The sanctions on Iran have not technically been removed — in fact, we learned today that even the timing of their removal under the Lausanne framework is a matter of great dispute between Iran’s Supreme Leader and the Obama Administration. But Senator Mark Kirk (R-IL) is already talking about passing a bill to keep them in place, effectively killing whatever remains of Obama’s deal.
Eli Lake’s description of the situation at Bloomberg View illustrates how far and fast the deal has fallen. The view that the Lausanne agreement is falling apart is becoming increasingly widespread, despite Administration assurances that Iran’s leaders are just talking tough to shore up fiery domestic constituencies:
A week ago, the White House was on top of the world. President Barack Obama announced a new framework agreement with Iran and five other great powers to resolve the long-standing stand-off over Iran’s nuclear program. And after producing a detailed fact sheet, the White House got some unexpected good news: Sen. Mark Kirk, the Republican co-author of sanctions legislation the president had said would kill the talks if it passed, said he would shelve his bill until the June 30 final deadline for the nuclear discussions.
That promise is no longer operative. Kirk told me Thursday that he is pushing for a full Senate vote on his Nuclear Weapons Free Act of 2015, legislation he authored with Sen. Robert Menendez, a Democrat who was indicted last week by a grand jury on corruption charges.
Kirk initially delayed pushing for a full Senate vote on his bill because it appeared the president and Secretary of State John Kerry had actually gotten the Iranians to agree on a political framework for a nuclear deal — the bottom line stipulation for an earlier agreement by 12 Senate Democrat supporters of Kirk’s bill to hold off on voting for it.
Now Kirk feels that there isn’t much of an agreement at all. As he told me Thursday, “Because Iran refuses to agree to the same framework for a final deal as the United States, and because Iran still strongly disputes basic issues like how a final deal will address comprehensive sanctions relief, uranium enrichment, and coming clean on Iran’s military nuclear activities, I believe the full Senate should vote, sooner rather than later, on the bipartisan Nuclear Weapon Free Iran Act of 2015.”
Ayatollah Khamenei’s defiant remarks about how Obama’s talking points are false, and Iran expects instant sanctions relief while defying the most crucial restrictions they supposedly agreed to, have evidently lit some fires on Capitol Hill.
It is interesting that Khamenei would make such belligerent statements about instant relief, since the framework touted by Obama and Secretary of State John Kerry really amounted to the pretense of phased removal — only the most blatant violation of the terms by Iran would have prevented those sanctions from coming off very quickly. Iran’s unwillingness to play along for even a few days suggests that visions of such blatant violations are dancing in their heads.
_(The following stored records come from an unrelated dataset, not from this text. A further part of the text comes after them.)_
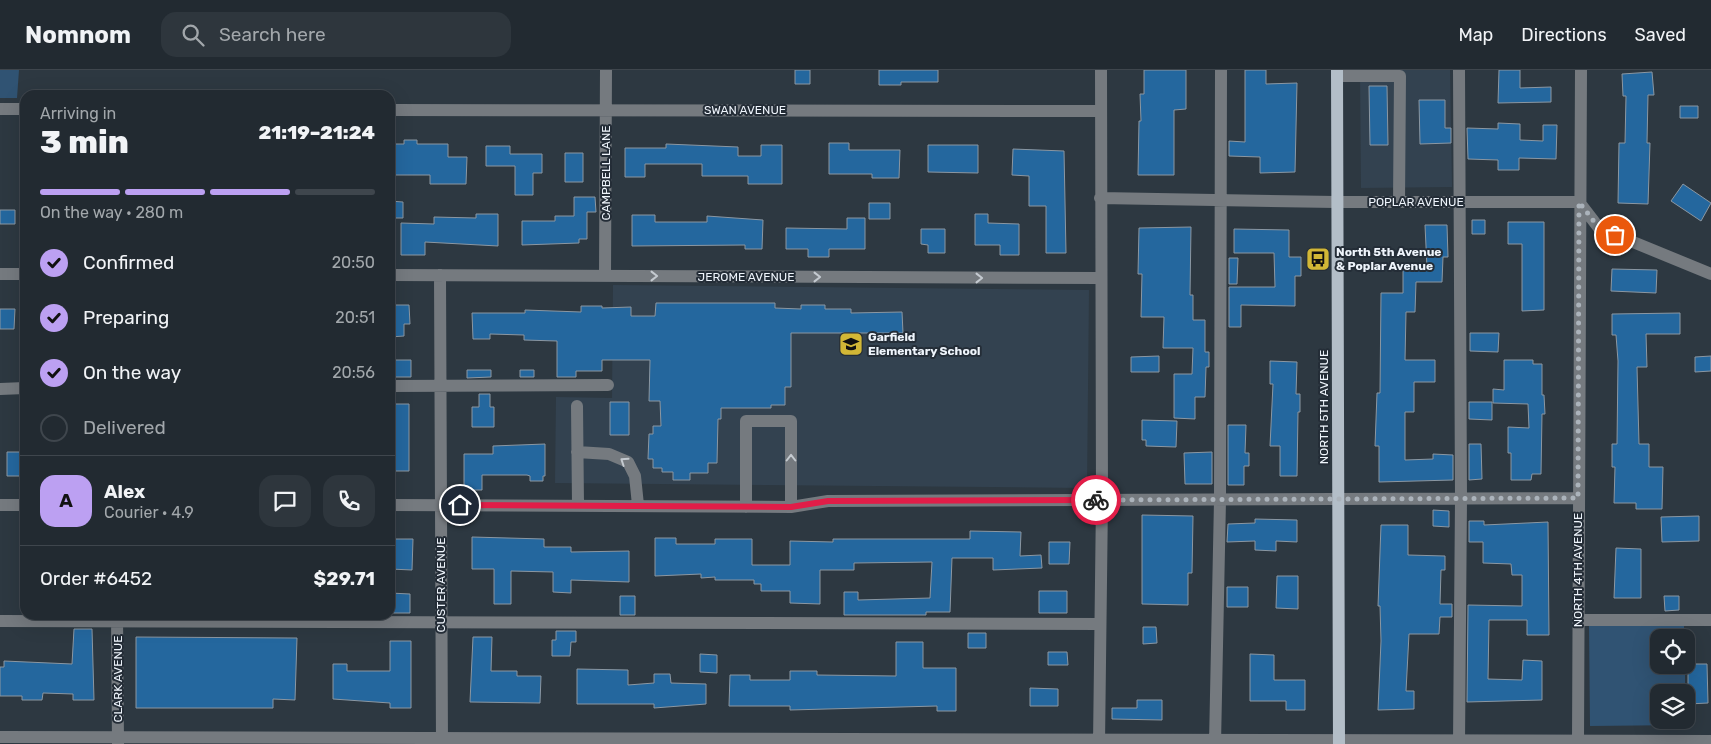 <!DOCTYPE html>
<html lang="en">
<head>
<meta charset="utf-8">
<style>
	:root { --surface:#222a31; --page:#2e363d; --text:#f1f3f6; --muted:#a2a7ab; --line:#3f464d; --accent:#bca0f2 }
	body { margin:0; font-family:Rubik,sans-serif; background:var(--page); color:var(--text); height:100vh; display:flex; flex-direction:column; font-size:19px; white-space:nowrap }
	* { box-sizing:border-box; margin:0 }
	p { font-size:16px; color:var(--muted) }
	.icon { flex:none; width:28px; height:28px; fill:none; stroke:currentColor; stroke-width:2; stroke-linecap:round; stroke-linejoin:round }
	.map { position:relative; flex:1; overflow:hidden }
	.side { position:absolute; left:20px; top:20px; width:375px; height:530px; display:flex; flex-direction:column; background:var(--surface); border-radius:15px; box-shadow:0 5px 20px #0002,0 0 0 1px var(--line) }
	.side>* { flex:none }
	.fabs { position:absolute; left:1650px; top:559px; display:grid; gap:10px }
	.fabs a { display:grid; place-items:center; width:45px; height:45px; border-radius:10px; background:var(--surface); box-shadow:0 5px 20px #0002,0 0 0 1px var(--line); font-size:25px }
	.pin { position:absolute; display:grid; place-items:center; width:42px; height:42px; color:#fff; margin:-21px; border:2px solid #fff; border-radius:50%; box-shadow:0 1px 5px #0007 }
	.courier { position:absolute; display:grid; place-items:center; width:50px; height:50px; margin:-25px; border:4px solid #e11d48; border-radius:50%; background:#fff; color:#222; box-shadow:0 1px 6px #0007 }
	.overview em { font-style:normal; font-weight:800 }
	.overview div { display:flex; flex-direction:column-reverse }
	.overview { display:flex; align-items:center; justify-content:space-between; height:85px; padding:0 20px }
	h1 { font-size:32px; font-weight:800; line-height:38px }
	.bar { display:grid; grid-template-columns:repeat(4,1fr); gap:8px 5px; align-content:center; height:60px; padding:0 20px }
	.bar i { height:6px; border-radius:4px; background:var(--line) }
	.bar .current { background:var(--accent) }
	.bar p { grid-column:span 4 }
	.line { display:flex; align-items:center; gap:12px; padding:0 20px; border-top:1px solid var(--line) }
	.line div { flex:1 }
	.round { display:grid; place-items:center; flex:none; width:52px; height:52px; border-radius:15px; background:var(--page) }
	ol { padding:0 20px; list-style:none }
	li { display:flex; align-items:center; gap:15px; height:55px }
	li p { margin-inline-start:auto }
	li .icon { padding:5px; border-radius:50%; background:var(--accent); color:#111; stroke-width:4 }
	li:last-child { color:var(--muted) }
	li i { width:28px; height:28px; border:2px solid var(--line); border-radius:50% }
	header { display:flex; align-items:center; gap:30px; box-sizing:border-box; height:70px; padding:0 25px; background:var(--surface); border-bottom:1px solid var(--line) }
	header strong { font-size:24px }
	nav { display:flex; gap:28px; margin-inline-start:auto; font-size:18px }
	.search { width:350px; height:45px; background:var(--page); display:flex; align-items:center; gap:12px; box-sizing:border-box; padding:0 18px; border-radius:15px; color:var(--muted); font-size:19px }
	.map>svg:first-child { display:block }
</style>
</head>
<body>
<header>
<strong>Nomnom</strong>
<div class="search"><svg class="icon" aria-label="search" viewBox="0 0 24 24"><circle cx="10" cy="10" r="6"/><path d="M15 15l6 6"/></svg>Search here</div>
<nav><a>Map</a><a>Directions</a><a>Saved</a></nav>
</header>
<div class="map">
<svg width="1711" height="674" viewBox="0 0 1711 674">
	<rect width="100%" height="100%" fill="#2d3841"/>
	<path fill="#334250" d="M1360,0H1450L1452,117L1361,118Z
		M613,215L1089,220L1087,418L555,413L556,327L612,328Z"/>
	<path fill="#305373" d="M0,0H19L17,28H0Z
		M1684,554V567L1659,568V595H1685V622H1659V650H1685V655L1590,656L1589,555Z"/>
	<path fill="#24679e" stroke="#8b97a2" d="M795,0H810V14H795Z
		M879,0H938V12H901V15H879Z
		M1144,0H1186V39L1174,40V105H1138L1139,51H1141L1140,24H1144Z
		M1245,0H1266V14L1297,13L1295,102L1260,103V87L1229,86V71L1245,72Z
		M1499,0H1520V18L1551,17V32L1498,33Z
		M1652,2L1654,25H1648L1647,73H1650L1648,134L1618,133L1619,73H1625L1626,26H1623L1622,4Z
		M1369,16H1387L1388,75H1370Z
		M1419,30H1445V58H1451V73L1420,74Z
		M1680,36H1698V48H1680Z
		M1498,53L1520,54V70L1543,71V55H1557L1556,89L1519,88V100H1498V90L1468,89L1467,58L1498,59Z
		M404,70H417V74H448V87H467L466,114H430V105H390V74H404Z
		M829,73H849V80H900L899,108H872V104H829Z
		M666,74L738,77V86H761V75H782V114H748V106H702V94H645V107H625V78H666Z
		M928,75H978V103L928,102Z
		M486,76H510V84H542V103H533V125H515V96H486Z
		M1013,79L1064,81L1066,183H1046V136H1029V106L1012,105Z
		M565,83H583V112H565Z
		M1683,114L1711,133L1701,151L1671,131Z
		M574,127H595L596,142H587V169H579V173L522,175V151H555V146H574Z
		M390,131L403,132V148H390Z
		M869,133H890V149H869Z
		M0,140H15V154H0Z
		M476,144H498V176L425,172V185H401V153L434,154V147L476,148Z
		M975,144H988V153L1019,154V185H1000V175H975Z
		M632,145H655V152H707V146L763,150L762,179H745V175L632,176Z
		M847,148H865V179H829V187H808V179H786V158L847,159Z
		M1472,150H1485V164H1472Z
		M1508,152H1544V240L1522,241V174H1508Z
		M1425,155H1447L1448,187H1443L1442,212H1416L1415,242H1406L1405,290H1435V312H1414V342H1405V390L1433,389V384L1453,385V410L1379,412V376H1375L1377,323H1380L1381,223H1403V198H1427Z
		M1191,157L1190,225H1193V250H1205V282H1209V297H1206L1205,327H1195V349L1174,348V304H1192L1193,278H1163L1164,247H1141L1142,204H1138L1139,158Z
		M921,159H945V183H928V175L921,174Z
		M1234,159L1289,160V187H1301V206H1295V236L1241,235V257H1229V217H1275L1274,183H1234Z
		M1229,188H1238L1237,214H1229Z
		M1612,199L1657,200L1656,223L1611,221Z
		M656,233H775V238L801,239V235H825V239H851V243L902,242L903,263H791V317H785V335H771V338H721V349H718L717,393H708V403H690V410H673V402H662V398H653V389H648L649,364H653V356H661L660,331H649L650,290H602V301H576V307H557V271L524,270V265L490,264V269H473L472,243H525V240L581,242V236H602V238L631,237V246H655Z
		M390,235H409L410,254H404V266L390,267Z
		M0,239H15L14,259H0Z
		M1680,243V264H1646L1647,297H1637L1639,374H1649V397H1663L1662,439H1636V433H1614L1615,397H1612V374H1617L1618,291L1616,265H1612V244Z
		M1470,263H1499L1498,282L1470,281Z
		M1159,286V302H1131V287Z
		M1711,286V301L1695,302V287Z
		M390,290H411V307H390Z
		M1504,290H1533V294H1542V325H1544L1545,344H1542L1541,404H1532L1531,410H1511V383H1508V357L1529,358L1528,334L1493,333V319L1504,320Z
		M1270,291L1297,292L1296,324H1300V342H1298L1297,406H1280V376H1270L1273,314H1270Z
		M467,300H491V307L467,308Z
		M520,300H534V307H520Z
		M479,324H490V337H494V357H472V337H479Z
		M610,332H629V365H610Z
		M1469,332H1492V350L1469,349Z
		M390,334H409V401H391Z
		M1142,350L1177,351L1176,377L1146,376V370H1142Z
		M1228,355H1246L1245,383H1249V396H1244V415H1228Z
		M545,374V406H543V411H530V406L527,405H482V420H464V384H493V376Z
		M1469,374H1481L1482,409L1469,410Z
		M7,382H25V406H7Z
		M1212,382V414H1185L1184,383Z
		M1433,440L1449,441V457L1433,456Z
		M1142,445L1193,446L1192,503H1188V535L1142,534Z
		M1699,446V471L1662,472L1661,447Z
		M1255,449L1297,450V472L1276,471V481L1255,480V471L1227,472L1228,454L1255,453Z
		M1469,451H1484V455L1548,452L1549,565H1527V550H1489L1488,609L1522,610L1523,590L1542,591V630L1467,632L1468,535L1522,536V505H1512L1511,494L1483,493V472H1469Z
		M1381,455H1408V485L1445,486V500H1441L1440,534H1452V547H1440L1439,564H1409L1406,621H1414V639L1378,640L1381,571L1380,536H1378Z
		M970,461L1021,462L1020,486L1041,485L1042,498L993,500V488H952L950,542H926V545H844V522H858V530L930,528L932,492L854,493V500H820V534L790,533V521H761V514H754V510H715V507L701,508V504L655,506V468H676V474H715V469H752V495H790V471L833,472V469H970Z
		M472,467L544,469V477H571V482L629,481V512L571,510V523L553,522V502L511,501V534H494V499H472Z
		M390,469H413L412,500L390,499Z
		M1049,472H1070L1069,494H1049Z
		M1616,478L1641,479V528H1614Z
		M1277,506H1298V539L1276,538Z
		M1227,517H1248V537H1227Z
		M1039,521H1067V543H1039Z
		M390,523L410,524V543H390Z
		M620,526H635V545H620Z
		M1664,526H1679V540L1665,541Z
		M1143,557H1156L1157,573L1143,574Z
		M74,559H92L94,630H73V624L43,623L42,630H22V626H0V597H4V591L72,594Z
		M556,561H576V572H571L570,586H552V570H556Z
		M968,563H986V578H968Z
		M136,567L297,568L295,630L273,629V638H136Z
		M473,567H492L491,601H517V606H541L540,633L470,632Z
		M390,571H411V638H390V633L333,629V594H347V601H390Z
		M896,572H923V598H956V641H937V636L790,640V636H729L730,605H750V610H790V601H817V605L896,606Z
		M1048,582H1067L1068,595H1048Z
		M700,584L717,585V603L700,602Z
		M1250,584L1274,585V610H1305V640H1286V631H1250Z
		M1688,594H1707L1708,633L1688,634Z
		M577,599L628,600V615L654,613V604H670L671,613L706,614V634L654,638V634H577Z
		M1030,618L1058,619V636H1030Z
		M1137,630H1162V650L1112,649V638H1137Z"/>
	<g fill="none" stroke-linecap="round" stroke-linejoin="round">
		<path stroke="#757a7f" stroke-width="12" d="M1459,0L1461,429L1459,674
			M1337,6H1400L1399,132
			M0,39H25
			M390,40L1100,41
			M1100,128L1336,132H1579L1599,158L1711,204
			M0,204H25
			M390,205L1101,208
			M440,205L442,674
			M605,206L606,0
			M390,316L608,315
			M0,319L25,318
			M577,336L578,435
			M577,382L609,384L628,392L635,406L638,435
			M0,435H25
			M390,435L791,437L828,431L1578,428
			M746,437V351H791V437
			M117,545L118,674
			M1578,550H1711
			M0,551L1100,554
			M0,667L1711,671
			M1578,671L1581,0
			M1099,674L1102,430L1101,0
			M1215,674L1220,430L1221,0"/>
		<path stroke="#b3bec8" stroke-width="12" d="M1337,0L1339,674"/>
	</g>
	<defs><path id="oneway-chevron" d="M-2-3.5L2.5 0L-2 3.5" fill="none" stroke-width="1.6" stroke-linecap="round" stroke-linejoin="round" transform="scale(1.25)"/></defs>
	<g stroke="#c4cad0">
		<use href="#oneway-chevron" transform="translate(654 206)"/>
		<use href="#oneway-chevron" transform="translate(817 207)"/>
		<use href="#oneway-chevron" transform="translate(979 208)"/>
		<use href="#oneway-chevron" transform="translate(791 388) rotate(-90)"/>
		<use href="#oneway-chevron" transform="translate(624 391) rotate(-146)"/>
	</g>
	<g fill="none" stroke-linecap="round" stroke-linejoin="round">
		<path stroke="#abb3bb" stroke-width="5" stroke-dasharray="0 9" d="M1096,430L1578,428L1579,132L1599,158L1615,165"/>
		<path stroke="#e11d48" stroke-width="6" d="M460,435L791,437L828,431L1096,430"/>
	</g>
	<defs>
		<g id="bus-square" transform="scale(1.25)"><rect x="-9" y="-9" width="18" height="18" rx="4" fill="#d2b736" stroke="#242d37"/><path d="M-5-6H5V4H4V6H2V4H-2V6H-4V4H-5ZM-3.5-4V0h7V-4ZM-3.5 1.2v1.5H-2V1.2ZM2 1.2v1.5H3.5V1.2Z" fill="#111"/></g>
		<g id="school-square" transform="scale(1.25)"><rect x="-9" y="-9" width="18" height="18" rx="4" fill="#d2b736" stroke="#242d37"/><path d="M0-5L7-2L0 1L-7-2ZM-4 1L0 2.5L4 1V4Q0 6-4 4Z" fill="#111"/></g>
	</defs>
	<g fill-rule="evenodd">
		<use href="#bus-square" x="1318" y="189"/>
		<use href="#school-square" x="851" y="274"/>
	</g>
	<g text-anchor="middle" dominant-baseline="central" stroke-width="4" stroke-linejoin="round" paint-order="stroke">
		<g font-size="12" fill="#eff5fc" stroke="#242d37">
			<text x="745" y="40">SWAN AVENUE</text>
			<text transform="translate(606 103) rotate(-90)">CAMPBELL LANE</text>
			<text x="1416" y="132">POPLAR AVENUE</text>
			<text x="746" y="207">JEROME AVENUE</text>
			<text transform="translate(1324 337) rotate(-90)">NORTH 5TH AVENUE</text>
			<text transform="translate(1578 500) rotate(-90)">NORTH 4TH AVENUE</text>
			<text transform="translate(441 515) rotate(-90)">CUSTER AVENUE</text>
			<text transform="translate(118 609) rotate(-90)">CLARK AVENUE</text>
		</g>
		<g font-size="12" font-weight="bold" fill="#eff5fc" stroke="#242d37" text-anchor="start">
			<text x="1336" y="182">North 5th Avenue<tspan x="1336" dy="14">&amp; Poplar Avenue</tspan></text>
			<text x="868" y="267">Garfield<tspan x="868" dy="14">Elementary School</tspan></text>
		</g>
	</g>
</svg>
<div class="fabs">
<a><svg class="icon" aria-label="locate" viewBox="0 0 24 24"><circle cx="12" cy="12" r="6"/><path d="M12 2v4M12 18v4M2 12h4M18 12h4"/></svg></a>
<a><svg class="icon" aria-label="layers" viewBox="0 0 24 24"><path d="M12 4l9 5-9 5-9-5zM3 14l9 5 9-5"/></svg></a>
</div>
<div class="pin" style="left:1615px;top:165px;background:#ea580c"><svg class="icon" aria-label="bag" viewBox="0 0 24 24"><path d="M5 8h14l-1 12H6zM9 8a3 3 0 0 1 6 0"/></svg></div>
<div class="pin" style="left:460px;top:435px;background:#1f2937"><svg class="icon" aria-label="home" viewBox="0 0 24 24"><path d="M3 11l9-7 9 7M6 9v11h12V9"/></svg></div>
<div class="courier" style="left:1096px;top:430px"><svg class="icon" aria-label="bike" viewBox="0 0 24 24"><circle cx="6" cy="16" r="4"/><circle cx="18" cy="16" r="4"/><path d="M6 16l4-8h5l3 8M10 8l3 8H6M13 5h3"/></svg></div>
<section class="side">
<div class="overview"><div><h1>3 min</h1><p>Arriving in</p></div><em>21:19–21:24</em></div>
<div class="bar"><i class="current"></i><i class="current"></i><i class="current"></i><i></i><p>On the way · 280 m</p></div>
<ol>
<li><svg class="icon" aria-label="check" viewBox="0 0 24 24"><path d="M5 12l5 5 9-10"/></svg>Confirmed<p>20:50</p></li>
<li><svg class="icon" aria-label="check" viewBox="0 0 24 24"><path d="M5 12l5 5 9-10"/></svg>Preparing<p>20:51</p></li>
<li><svg class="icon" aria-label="check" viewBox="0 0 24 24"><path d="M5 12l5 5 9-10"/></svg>On the way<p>20:56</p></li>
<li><i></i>Delivered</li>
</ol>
<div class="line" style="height:90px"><b class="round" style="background:var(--accent);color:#111">A</b><div><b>Alex</b><p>Courier · 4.9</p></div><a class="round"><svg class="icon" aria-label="chat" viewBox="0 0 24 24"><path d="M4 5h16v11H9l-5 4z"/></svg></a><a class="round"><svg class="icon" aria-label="phone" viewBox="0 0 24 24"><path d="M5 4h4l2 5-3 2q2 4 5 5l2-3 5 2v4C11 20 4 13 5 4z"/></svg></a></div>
<div class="line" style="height:65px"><div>Order #6452</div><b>$29.71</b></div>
</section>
</div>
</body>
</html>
“If Obama wants to stop that legislation in its tracks, he will have to explain why Iran’s supreme leader isn’t being truthful,” writes Lake. “If he isn’t willing to do that, members of Congress might conclude that Iran is the only party in these talks that still has red lines.”
This rhetoric is not just coming from the Ayatollah — Iran’s entire foreign policy apparatus has been denouncing Obama’s talking points in unison. It looks as if Congress is moving closer to letting both Iran and the Obama Administration know that more stringent standards must be met by Tehran before those sanctions can be lifted.